= Michael Halstenson =

American classical composer

Michael Halstenson is a native to North Dakota. He is a musician and composer. Currently, he resides in Elk River, Minnesota.

==Education==
Halstenson studied music performance and composition at the University of North Dakota, Webster College, and the University of Minnesota.

==Compositions==
Halstenson has been commissioned to write numerous pieces; his compositions have been performed in many places. Performances of his music have taken place in Carnegie Hall, Kennedy Center, Lincoln Center, and Tampere Hall, Finland.

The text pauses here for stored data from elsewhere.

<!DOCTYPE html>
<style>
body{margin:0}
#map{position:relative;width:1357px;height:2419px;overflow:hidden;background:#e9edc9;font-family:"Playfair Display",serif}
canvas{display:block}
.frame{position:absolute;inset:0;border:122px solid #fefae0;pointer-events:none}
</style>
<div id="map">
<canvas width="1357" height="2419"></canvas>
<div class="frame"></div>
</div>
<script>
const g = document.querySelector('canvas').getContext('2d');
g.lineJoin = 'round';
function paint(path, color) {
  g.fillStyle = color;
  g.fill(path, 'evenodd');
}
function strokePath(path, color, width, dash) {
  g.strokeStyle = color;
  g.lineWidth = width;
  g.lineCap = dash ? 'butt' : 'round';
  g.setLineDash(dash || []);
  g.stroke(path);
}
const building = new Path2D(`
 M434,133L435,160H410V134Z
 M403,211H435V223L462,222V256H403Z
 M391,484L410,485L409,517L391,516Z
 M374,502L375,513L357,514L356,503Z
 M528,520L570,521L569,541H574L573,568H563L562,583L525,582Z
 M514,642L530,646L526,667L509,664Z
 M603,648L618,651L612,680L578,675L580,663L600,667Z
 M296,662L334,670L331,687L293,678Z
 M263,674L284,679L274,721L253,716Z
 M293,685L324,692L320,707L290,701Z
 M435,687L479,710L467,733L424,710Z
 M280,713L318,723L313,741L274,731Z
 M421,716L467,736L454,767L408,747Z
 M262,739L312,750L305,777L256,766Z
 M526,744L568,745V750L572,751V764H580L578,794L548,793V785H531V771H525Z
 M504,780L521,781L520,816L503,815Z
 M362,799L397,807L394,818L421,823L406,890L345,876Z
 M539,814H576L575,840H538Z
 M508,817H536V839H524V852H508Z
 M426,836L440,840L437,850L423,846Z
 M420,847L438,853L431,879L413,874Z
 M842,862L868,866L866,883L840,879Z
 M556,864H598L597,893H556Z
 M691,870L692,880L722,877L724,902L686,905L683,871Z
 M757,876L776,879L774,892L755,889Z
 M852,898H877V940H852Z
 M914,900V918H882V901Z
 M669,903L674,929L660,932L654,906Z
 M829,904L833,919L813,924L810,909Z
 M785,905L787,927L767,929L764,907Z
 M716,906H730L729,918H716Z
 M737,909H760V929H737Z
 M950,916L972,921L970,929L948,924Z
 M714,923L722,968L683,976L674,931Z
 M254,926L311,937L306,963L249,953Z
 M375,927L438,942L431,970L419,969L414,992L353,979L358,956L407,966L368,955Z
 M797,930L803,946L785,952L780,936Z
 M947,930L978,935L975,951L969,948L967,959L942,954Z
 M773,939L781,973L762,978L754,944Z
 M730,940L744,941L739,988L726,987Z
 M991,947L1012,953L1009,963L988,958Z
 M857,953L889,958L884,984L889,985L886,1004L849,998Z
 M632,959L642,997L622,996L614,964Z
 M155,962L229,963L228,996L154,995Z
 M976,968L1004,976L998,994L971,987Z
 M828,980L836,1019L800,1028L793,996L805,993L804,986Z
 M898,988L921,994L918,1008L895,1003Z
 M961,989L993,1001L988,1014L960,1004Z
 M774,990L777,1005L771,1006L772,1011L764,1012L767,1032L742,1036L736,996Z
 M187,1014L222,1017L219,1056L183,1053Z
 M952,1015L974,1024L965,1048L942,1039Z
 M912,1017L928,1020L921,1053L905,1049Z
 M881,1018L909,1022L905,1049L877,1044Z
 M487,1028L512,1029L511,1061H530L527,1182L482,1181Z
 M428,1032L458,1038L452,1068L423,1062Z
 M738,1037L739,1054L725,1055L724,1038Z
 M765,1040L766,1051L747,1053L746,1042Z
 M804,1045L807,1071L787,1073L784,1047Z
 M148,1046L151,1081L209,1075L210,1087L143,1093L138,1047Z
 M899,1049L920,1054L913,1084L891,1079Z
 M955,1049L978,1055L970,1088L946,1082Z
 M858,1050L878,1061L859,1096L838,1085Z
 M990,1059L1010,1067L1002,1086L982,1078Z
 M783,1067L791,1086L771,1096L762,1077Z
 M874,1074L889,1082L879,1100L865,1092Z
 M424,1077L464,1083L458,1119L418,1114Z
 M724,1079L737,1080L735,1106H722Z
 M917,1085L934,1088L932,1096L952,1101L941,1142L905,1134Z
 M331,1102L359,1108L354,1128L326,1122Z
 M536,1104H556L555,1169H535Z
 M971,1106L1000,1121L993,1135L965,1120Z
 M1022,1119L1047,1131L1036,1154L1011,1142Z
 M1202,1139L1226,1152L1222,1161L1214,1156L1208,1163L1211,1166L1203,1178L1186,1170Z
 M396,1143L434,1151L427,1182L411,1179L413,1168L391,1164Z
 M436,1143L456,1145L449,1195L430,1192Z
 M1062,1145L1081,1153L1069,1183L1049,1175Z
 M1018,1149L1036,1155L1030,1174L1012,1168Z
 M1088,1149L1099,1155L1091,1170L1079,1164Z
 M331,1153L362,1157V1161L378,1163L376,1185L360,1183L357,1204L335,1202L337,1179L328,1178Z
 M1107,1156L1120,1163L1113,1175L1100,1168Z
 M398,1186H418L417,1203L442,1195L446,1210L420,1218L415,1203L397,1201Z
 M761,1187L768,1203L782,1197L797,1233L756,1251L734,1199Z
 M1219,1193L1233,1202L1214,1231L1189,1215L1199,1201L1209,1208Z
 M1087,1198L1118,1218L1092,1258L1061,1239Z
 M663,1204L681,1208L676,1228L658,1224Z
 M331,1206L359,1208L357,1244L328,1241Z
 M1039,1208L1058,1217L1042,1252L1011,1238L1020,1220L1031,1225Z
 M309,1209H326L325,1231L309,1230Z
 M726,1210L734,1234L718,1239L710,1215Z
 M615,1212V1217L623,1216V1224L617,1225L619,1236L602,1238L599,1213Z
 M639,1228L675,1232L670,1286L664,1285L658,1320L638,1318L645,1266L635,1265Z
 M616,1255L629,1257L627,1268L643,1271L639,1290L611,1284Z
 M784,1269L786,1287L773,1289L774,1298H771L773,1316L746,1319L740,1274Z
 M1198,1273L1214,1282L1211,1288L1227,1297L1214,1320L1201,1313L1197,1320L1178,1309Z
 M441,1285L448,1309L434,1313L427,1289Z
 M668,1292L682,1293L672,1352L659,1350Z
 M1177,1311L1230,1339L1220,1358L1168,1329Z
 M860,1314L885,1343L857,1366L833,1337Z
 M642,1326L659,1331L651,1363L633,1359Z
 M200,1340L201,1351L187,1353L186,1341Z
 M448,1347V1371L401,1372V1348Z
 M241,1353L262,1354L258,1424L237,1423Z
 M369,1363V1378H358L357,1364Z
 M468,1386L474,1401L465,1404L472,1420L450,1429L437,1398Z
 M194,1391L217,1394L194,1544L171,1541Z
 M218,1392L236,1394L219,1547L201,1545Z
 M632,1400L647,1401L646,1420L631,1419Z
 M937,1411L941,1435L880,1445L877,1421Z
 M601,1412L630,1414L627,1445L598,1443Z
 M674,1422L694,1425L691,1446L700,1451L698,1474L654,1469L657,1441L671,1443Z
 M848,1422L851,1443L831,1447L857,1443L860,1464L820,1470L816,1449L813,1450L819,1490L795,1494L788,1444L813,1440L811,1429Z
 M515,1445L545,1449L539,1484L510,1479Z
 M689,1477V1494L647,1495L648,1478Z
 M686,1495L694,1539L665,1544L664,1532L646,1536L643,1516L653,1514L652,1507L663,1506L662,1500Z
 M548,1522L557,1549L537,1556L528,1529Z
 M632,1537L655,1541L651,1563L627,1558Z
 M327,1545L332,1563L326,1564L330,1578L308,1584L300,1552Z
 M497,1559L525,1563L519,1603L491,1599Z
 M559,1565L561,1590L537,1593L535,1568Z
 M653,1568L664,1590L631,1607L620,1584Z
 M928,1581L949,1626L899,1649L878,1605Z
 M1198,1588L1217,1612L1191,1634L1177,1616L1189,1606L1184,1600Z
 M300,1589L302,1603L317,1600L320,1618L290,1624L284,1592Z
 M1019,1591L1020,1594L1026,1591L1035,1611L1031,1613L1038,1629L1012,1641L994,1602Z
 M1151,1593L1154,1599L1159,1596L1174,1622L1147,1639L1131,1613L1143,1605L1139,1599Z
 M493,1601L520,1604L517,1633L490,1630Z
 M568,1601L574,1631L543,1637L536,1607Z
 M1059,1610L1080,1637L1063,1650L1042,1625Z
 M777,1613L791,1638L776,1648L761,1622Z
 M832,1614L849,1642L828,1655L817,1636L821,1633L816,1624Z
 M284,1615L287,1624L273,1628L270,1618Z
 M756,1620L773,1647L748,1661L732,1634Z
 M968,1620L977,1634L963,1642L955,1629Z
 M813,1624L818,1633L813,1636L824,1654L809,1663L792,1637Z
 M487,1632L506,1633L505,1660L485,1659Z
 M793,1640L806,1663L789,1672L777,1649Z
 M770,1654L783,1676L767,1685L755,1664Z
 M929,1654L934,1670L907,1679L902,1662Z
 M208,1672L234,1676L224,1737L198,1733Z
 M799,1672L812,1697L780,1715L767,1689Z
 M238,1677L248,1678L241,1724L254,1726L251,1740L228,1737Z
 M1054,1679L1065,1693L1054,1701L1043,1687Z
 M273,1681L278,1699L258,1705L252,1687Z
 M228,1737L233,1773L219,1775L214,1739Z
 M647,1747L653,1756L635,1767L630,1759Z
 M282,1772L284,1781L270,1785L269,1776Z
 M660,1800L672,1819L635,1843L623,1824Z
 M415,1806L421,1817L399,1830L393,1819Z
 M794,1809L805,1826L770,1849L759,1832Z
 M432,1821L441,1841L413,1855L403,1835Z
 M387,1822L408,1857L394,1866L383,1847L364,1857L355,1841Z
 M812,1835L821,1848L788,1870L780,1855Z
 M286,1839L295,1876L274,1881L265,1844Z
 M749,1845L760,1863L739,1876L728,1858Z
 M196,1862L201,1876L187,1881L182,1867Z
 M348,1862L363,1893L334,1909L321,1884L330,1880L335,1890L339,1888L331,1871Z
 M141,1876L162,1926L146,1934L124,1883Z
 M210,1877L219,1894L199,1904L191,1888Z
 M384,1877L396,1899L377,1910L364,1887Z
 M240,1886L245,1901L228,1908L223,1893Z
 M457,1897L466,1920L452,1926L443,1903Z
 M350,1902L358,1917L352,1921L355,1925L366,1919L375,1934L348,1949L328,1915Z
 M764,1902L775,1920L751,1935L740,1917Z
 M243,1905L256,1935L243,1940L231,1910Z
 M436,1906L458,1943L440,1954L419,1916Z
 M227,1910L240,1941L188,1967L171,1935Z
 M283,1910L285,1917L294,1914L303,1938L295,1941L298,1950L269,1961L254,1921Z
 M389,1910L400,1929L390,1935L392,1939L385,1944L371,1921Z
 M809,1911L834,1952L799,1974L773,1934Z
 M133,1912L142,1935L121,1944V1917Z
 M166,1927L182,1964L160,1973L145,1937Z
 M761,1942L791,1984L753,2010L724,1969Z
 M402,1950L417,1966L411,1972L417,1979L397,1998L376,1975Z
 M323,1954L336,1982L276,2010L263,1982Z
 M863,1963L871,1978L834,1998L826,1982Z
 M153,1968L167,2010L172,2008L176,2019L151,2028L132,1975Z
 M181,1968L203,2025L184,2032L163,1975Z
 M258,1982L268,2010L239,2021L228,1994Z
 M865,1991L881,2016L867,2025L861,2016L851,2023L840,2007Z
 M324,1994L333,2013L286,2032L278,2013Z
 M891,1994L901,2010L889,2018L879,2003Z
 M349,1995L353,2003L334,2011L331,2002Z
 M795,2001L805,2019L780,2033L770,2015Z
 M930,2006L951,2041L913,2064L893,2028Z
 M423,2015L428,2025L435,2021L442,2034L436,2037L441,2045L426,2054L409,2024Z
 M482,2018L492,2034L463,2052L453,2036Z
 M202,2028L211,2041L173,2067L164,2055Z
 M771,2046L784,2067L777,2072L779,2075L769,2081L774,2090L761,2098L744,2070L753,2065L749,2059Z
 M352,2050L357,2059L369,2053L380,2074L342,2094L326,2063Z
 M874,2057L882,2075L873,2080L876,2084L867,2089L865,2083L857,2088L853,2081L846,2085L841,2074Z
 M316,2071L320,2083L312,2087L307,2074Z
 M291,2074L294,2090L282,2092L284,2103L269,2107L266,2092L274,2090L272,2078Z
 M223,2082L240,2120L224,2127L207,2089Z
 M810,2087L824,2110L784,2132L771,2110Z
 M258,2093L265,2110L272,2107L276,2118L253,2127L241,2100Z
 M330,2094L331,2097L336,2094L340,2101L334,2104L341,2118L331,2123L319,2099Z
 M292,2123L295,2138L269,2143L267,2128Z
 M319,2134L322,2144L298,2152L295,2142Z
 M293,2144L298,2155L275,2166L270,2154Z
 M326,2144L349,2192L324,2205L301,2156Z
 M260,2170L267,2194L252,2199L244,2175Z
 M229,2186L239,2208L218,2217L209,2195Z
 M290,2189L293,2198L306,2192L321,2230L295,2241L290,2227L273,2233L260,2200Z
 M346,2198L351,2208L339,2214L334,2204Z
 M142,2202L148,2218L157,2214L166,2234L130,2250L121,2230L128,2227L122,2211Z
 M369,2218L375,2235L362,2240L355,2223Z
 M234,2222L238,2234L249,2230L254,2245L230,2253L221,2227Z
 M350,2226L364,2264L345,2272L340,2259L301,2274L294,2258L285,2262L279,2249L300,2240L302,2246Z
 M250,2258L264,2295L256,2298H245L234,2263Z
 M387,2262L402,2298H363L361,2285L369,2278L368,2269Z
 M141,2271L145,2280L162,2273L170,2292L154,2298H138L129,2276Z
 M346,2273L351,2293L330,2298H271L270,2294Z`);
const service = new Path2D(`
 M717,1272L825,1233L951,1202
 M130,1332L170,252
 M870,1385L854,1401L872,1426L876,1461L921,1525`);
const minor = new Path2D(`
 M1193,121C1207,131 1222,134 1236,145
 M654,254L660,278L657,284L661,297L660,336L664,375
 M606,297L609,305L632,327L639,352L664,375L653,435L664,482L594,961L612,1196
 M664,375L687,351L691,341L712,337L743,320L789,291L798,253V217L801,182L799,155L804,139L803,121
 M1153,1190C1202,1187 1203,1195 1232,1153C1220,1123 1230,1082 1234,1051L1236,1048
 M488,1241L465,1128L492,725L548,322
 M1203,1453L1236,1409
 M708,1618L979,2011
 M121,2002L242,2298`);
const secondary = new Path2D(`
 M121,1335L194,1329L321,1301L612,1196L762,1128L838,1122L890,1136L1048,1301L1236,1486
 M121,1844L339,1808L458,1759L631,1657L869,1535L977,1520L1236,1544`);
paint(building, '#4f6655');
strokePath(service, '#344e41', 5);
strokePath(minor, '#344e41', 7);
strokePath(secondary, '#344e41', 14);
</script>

His pieces have been broadcast on Minnesota Public Radio as well. Halstenson's compositions have been performed by the St. Paul Chamber Orchestra, Minnesota Orchestra, Appleton Symphony, Minnesota All-State Band, University of Minnesota Opera Theater, Lake Wobegon Brass Band, and the St. Olaf Band among others.

==Employment==
Michael Halstenson took the position of conductor of the North Suburban Concert Band in 1985 and kept the position for 12 years. In 1997, Steve Lyons became the conductor.
Halstenson also conducted the North Suburban Chorale, St. Cloud Symphony, Buffalo (MN) Symphony, and directed music at Peace Lutheran Church in Coon Rapids, Minnesota. Halstenson retired in 2017, but makes frequent appearances at Anoka High School. During his employment, he directed the orchestra program at Anoka High School and was in charge of the music for the Anoka High School theater program. He began his work at Anoka High School in 1996. He also conducts the Northern Symphony Orchestra and the Lake Wobegon Brass Band.